Norwegian hydrogen technology firm Nel ASA faces a defining period in 2026. The company’s performance this year will serve as a critical validation point, following a 2025 fiscal period characterized by stark contrasts: severe financial losses and significant write-downs were reported alongside record-breaking order intake and major strategic partnerships.
Financial Headwinds Mask Operational Momentum
The company’s full-year 2025 results revealed considerable challenges. Revenue declined by 31 percent to NOK 963 million, down from NOK 1.39 billion the previous year. The fourth quarter alone saw a 20 percent drop in sales. More dramatically, the net loss deepened to NOK 870 million in Q4, a sharp increase from a loss of NOK 64 million in the same period a year earlier. This was primarily driven by non-cash impairment charges totaling NOK 799 million, which included a NOK 439 million write-down on goodwill and intangible technology values within the PEM electrolyser segment.
These impairments signal a strategic pivot away from Nel’s first-generation electrolyser technology, clearing the path for a new platform.
However, the order book tells a markedly different story.

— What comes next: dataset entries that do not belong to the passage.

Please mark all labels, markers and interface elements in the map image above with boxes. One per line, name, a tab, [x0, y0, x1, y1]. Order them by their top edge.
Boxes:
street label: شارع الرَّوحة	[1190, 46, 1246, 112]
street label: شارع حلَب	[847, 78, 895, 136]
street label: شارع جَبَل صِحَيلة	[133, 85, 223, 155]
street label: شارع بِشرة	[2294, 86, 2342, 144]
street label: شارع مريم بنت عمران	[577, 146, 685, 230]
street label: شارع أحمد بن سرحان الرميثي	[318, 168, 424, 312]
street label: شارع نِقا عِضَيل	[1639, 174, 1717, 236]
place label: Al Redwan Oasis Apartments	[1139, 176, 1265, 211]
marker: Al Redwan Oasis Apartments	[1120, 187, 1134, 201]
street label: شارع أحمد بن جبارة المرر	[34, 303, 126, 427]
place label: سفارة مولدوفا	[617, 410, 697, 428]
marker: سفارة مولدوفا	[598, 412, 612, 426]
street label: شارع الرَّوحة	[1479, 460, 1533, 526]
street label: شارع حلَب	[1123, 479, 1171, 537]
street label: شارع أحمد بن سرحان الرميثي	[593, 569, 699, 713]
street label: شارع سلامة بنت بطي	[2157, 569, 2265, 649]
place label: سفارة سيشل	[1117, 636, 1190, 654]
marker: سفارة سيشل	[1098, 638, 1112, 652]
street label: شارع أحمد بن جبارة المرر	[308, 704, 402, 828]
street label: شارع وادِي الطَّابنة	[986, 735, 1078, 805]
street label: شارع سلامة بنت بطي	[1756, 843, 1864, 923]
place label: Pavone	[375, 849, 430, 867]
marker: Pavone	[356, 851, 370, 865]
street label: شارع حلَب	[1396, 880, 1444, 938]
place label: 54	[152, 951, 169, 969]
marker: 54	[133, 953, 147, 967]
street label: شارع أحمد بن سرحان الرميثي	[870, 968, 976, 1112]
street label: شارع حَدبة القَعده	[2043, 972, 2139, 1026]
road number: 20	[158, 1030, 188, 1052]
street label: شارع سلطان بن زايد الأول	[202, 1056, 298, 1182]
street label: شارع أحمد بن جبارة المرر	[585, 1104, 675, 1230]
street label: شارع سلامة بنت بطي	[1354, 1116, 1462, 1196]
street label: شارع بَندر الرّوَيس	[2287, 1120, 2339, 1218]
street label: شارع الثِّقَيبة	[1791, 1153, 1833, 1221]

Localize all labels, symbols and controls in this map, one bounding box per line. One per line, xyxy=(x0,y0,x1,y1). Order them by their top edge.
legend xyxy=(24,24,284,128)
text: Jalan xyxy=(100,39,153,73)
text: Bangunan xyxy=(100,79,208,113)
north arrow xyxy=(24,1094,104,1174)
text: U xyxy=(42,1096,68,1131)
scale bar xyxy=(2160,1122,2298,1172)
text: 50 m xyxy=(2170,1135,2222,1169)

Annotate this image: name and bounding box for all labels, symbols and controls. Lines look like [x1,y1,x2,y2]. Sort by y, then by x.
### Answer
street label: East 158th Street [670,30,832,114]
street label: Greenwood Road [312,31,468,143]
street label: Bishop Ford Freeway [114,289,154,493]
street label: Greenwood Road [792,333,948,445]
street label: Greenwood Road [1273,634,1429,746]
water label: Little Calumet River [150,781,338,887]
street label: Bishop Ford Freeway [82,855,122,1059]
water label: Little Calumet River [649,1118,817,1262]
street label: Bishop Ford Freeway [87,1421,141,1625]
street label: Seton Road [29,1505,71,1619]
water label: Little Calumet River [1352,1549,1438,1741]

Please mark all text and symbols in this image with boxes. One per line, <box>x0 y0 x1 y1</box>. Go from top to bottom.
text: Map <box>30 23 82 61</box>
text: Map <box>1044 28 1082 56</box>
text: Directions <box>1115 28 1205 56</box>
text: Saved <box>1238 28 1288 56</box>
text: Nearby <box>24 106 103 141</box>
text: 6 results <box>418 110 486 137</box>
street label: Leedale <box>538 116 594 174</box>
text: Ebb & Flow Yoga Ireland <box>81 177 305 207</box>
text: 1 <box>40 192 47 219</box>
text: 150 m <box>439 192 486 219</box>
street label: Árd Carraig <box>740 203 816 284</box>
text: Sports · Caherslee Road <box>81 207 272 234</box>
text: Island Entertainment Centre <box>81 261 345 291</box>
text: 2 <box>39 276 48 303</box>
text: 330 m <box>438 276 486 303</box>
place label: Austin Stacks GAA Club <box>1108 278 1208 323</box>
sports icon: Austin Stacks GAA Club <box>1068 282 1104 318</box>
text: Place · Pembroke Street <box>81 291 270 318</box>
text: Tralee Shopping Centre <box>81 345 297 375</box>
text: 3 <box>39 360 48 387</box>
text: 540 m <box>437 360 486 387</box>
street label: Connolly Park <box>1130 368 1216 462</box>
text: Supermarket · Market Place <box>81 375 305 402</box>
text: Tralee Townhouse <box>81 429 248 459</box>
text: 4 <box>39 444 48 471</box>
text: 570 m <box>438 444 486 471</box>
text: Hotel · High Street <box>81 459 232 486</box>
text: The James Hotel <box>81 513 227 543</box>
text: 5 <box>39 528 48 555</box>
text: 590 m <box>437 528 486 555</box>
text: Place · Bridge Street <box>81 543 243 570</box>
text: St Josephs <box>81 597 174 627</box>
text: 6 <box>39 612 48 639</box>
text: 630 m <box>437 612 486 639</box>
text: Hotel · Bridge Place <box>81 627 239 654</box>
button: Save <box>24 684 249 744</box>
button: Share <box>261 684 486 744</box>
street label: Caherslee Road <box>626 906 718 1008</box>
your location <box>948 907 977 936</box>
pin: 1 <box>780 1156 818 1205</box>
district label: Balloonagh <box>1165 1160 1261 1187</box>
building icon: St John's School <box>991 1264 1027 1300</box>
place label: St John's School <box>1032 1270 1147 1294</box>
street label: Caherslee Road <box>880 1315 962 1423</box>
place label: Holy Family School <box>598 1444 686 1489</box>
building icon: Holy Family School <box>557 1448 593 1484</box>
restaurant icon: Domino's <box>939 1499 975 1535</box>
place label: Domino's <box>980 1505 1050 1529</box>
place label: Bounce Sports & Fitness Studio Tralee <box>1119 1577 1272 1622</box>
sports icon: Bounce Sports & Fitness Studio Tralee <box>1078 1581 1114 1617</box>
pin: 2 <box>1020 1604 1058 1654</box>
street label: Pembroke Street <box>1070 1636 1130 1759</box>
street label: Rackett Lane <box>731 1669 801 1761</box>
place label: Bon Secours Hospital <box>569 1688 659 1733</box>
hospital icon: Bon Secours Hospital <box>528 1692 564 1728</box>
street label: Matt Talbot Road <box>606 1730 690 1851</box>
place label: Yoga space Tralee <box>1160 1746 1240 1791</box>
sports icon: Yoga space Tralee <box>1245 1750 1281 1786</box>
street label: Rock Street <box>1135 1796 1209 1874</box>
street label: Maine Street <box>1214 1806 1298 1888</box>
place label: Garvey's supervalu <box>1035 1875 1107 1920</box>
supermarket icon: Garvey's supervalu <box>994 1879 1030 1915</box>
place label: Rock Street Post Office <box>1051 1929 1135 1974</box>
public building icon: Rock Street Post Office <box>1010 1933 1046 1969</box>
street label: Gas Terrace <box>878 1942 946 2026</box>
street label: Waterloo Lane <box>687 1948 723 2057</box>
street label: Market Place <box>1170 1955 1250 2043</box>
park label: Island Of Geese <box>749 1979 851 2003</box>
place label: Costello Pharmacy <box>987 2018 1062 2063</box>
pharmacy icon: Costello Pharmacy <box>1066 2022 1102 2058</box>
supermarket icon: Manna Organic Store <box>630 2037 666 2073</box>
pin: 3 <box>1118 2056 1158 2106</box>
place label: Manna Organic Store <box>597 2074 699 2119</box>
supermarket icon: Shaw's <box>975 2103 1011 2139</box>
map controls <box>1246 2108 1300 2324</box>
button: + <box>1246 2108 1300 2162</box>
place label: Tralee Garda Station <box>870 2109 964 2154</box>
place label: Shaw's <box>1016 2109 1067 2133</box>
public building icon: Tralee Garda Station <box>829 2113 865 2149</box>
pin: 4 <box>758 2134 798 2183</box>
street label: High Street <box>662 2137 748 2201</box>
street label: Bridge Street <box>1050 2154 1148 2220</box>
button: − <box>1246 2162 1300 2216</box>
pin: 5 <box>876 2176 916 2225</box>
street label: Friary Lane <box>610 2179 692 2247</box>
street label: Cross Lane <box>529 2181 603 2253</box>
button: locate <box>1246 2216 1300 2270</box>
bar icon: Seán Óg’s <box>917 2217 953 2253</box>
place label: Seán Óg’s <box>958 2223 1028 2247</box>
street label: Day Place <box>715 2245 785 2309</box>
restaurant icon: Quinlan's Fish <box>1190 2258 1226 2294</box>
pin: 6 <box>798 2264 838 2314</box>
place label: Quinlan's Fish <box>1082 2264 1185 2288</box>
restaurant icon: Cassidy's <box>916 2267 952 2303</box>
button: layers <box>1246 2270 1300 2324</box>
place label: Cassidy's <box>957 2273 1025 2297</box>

In Q4 2025, Nel secured new orders worth NOK 686 million—a staggering 364 percent increase year-over-year and the second-best quarterly order intake in the company’s history. A dominant 93 percent of these orders were for PEM electrolysers. A standout contract was a 40-megawatt PEM order from HYDS for two Norwegian sites, described by Nel as its largest PEM contract by capacity to date. The total order backlog subsequently grew to NOK 1.3 billion, with approximately 70 percent attributed to PEM technology.
A significant strategic development was the entry of Samsung Engineering & Construction as a major investor. Samsung acquired a 9.1 percent stake for about USD 33 million, becoming the largest single shareholder. The partnership also designated Nel as Samsung’s preferred global hydrogen partner.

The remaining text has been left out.